Your task is to give the listing below back word for word, pictures excluded.

Segment Start: The records

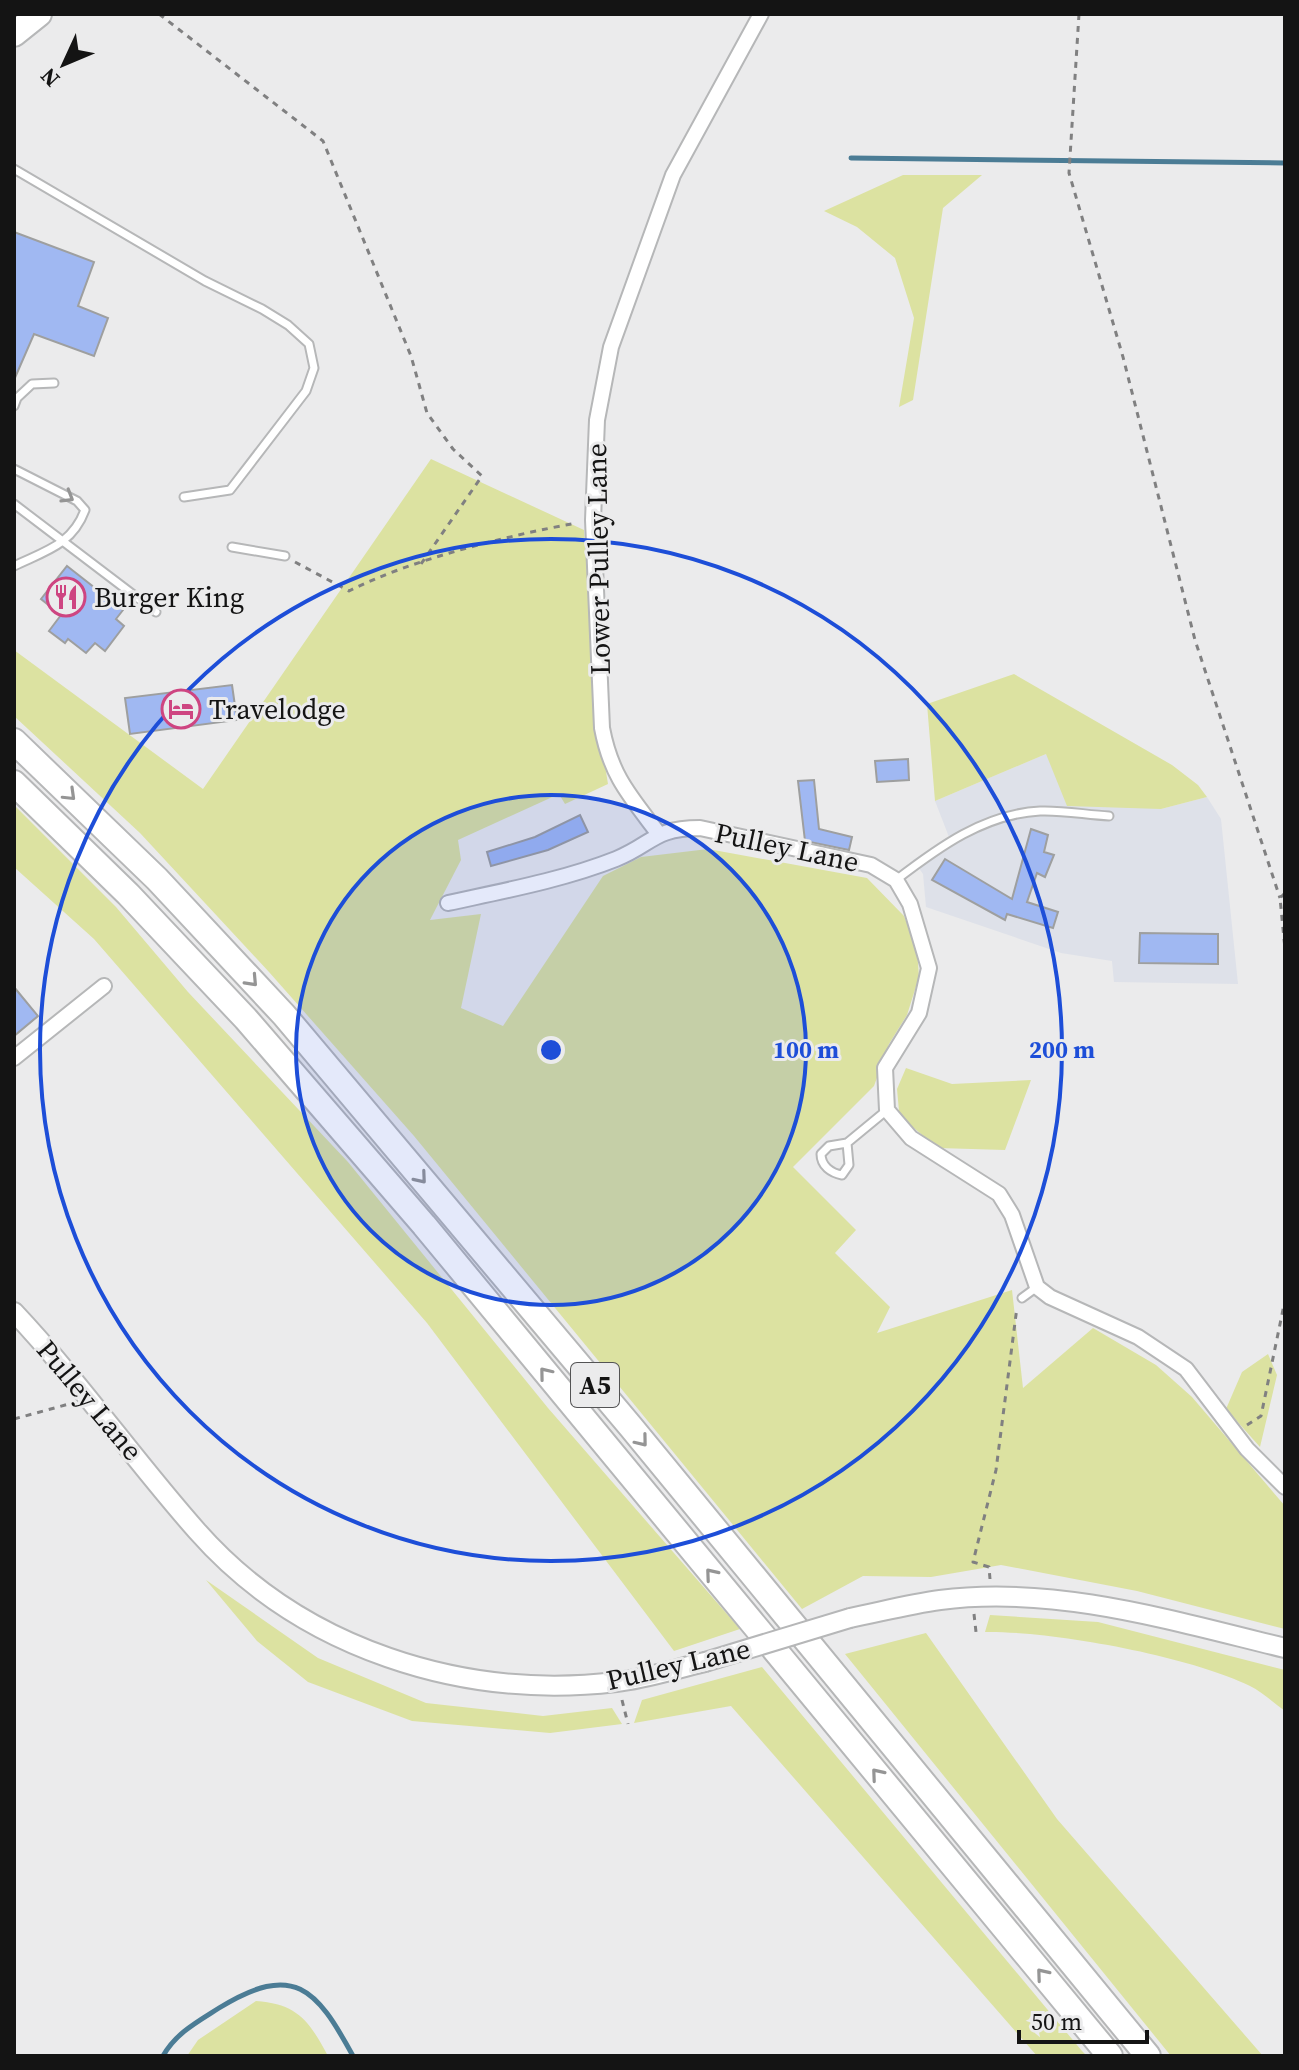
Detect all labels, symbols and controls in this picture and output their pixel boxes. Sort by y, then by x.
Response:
north arrow [24,24,104,104]
text: N [33,62,66,94]
street label: Lower Pulley Lane [577,443,619,675]
one-way arrow [60,487,74,502]
restaurant icon: Burger King [45,576,87,618]
place label: Burger King [94,578,244,616]
hotel icon: Travelodge [160,688,202,730]
place label: Travelodge [209,690,346,728]
one-way arrow [61,786,75,800]
street label: Pulley Lane [711,813,863,881]
one-way arrow [242,972,257,986]
text: 100 m [773,1033,839,1066]
text: 200 m [1029,1033,1095,1066]
centre of rings [537,1036,565,1064]
one-way arrow [411,1169,426,1183]
street label: Pulley Lane [28,1332,152,1468]
road number: A5 [571,1363,619,1407]
one-way arrow [540,1368,555,1383]
one-way arrow [633,1432,647,1447]
one-way arrow [706,1569,721,1583]
street label: Pulley Lane [602,1629,754,1699]
one-way arrow [872,1769,887,1783]
one-way arrow [1038,1969,1052,1984]
scale bar [1019,1994,1147,2044]
text: 50 m [1031,2005,1082,2038]

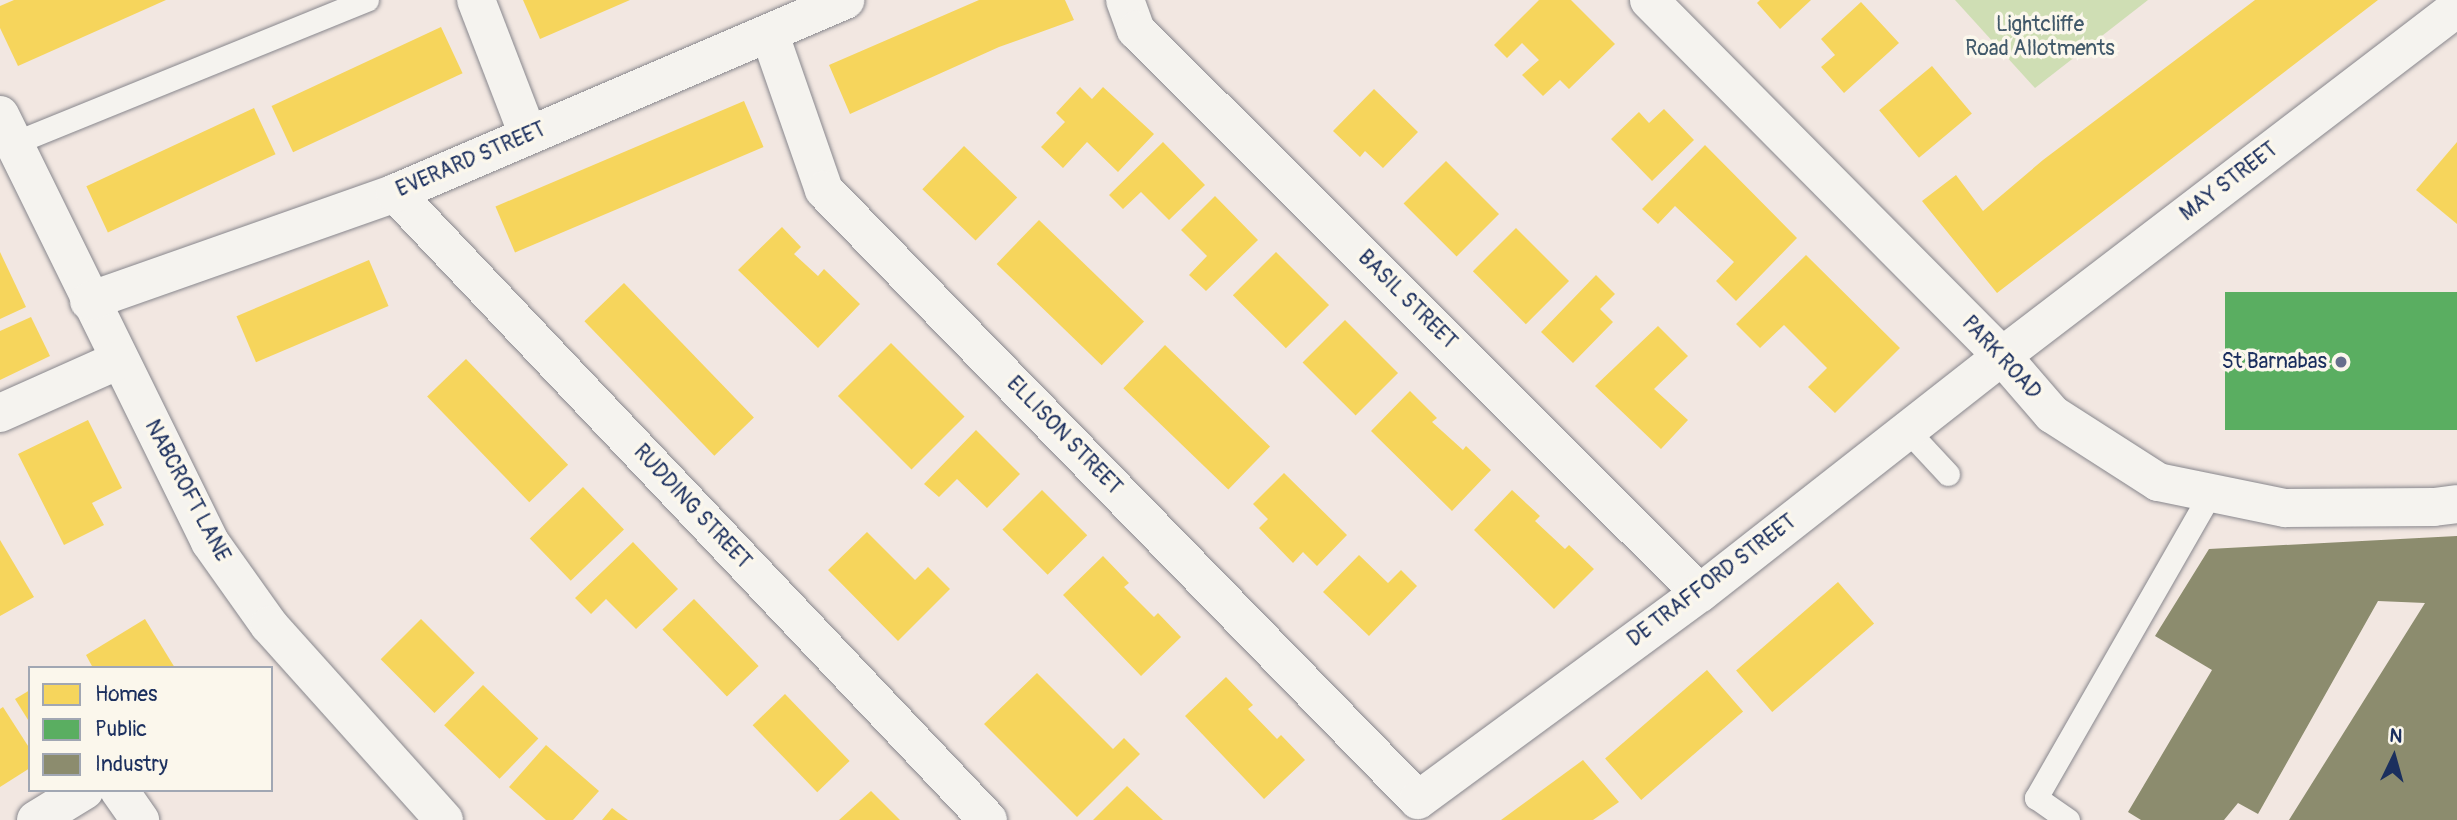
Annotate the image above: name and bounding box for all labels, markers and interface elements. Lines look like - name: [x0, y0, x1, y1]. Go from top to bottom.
- park label: Lightcliffe Road Allotments: [1965, 12, 2115, 62]
- street label: EVERARD STREET: [393, 117, 549, 203]
- street label: MAY STREET: [2175, 137, 2283, 227]
- street label: BASIL STREET: [1352, 245, 1462, 355]
- street label: PARK ROAD: [1956, 311, 2046, 405]
- place label: St Barnabas: [2221, 349, 2327, 375]
- marker: St Barnabas: [2333, 354, 2349, 370]
- street label: ELLISON STREET: [1001, 372, 1127, 500]
- street label: NABCROFT LANE: [139, 416, 235, 566]
- street label: RUDDING STREET: [628, 440, 756, 574]
- street label: DE TRAFFORD STREET: [1623, 510, 1801, 652]
- legend: [28, 666, 273, 792]
- text: Homes: [95, 681, 157, 708]
- text: Public: [95, 716, 147, 743]
- north arrow: [2359, 722, 2429, 792]
- text: N: [2388, 724, 2403, 749]
- text: Industry: [95, 751, 168, 778]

Segment End: The records

## Output of the task
Detect all labels, symbols and controls in this picture and output their pixel boxes. Sort by y, then by x.
Response:
north arrow [24,24,104,104]
text: N [33,62,66,94]
street label: Lower Pulley Lane [577,443,619,675]
one-way arrow [60,487,74,502]
restaurant icon: Burger King [45,576,87,618]
place label: Burger King [94,578,244,616]
hotel icon: Travelodge [160,688,202,730]
place label: Travelodge [209,690,346,728]
one-way arrow [61,786,75,800]
street label: Pulley Lane [711,813,863,881]
one-way arrow [242,972,257,986]
text: 100 m [773,1033,839,1066]
text: 200 m [1029,1033,1095,1066]
centre of rings [537,1036,565,1064]
one-way arrow [411,1169,426,1183]
street label: Pulley Lane [28,1332,152,1468]
road number: A5 [571,1363,619,1407]
one-way arrow [540,1368,555,1383]
one-way arrow [633,1432,647,1447]
one-way arrow [706,1569,721,1583]
street label: Pulley Lane [602,1629,754,1699]
one-way arrow [872,1769,887,1783]
one-way arrow [1038,1969,1052,1984]
scale bar [1019,1994,1147,2044]
text: 50 m [1031,2005,1082,2038]

Annotate the image above: name and bounding box for all labels, markers and interface elements. Lines look like - name: [x0, y0, x1, y1]. Go from top to bottom.
- park label: Lightcliffe Road Allotments: [1965, 12, 2115, 62]
- street label: EVERARD STREET: [393, 117, 549, 203]
- street label: MAY STREET: [2175, 137, 2283, 227]
- street label: BASIL STREET: [1352, 245, 1462, 355]
- street label: PARK ROAD: [1956, 311, 2046, 405]
- place label: St Barnabas: [2221, 349, 2327, 375]
- marker: St Barnabas: [2333, 354, 2349, 370]
- street label: ELLISON STREET: [1001, 372, 1127, 500]
- street label: NABCROFT LANE: [139, 416, 235, 566]
- street label: RUDDING STREET: [628, 440, 756, 574]
- street label: DE TRAFFORD STREET: [1623, 510, 1801, 652]
- legend: [28, 666, 273, 792]
- text: Homes: [95, 681, 157, 708]
- text: Public: [95, 716, 147, 743]
- north arrow: [2359, 722, 2429, 792]
- text: N: [2388, 724, 2403, 749]
- text: Industry: [95, 751, 168, 778]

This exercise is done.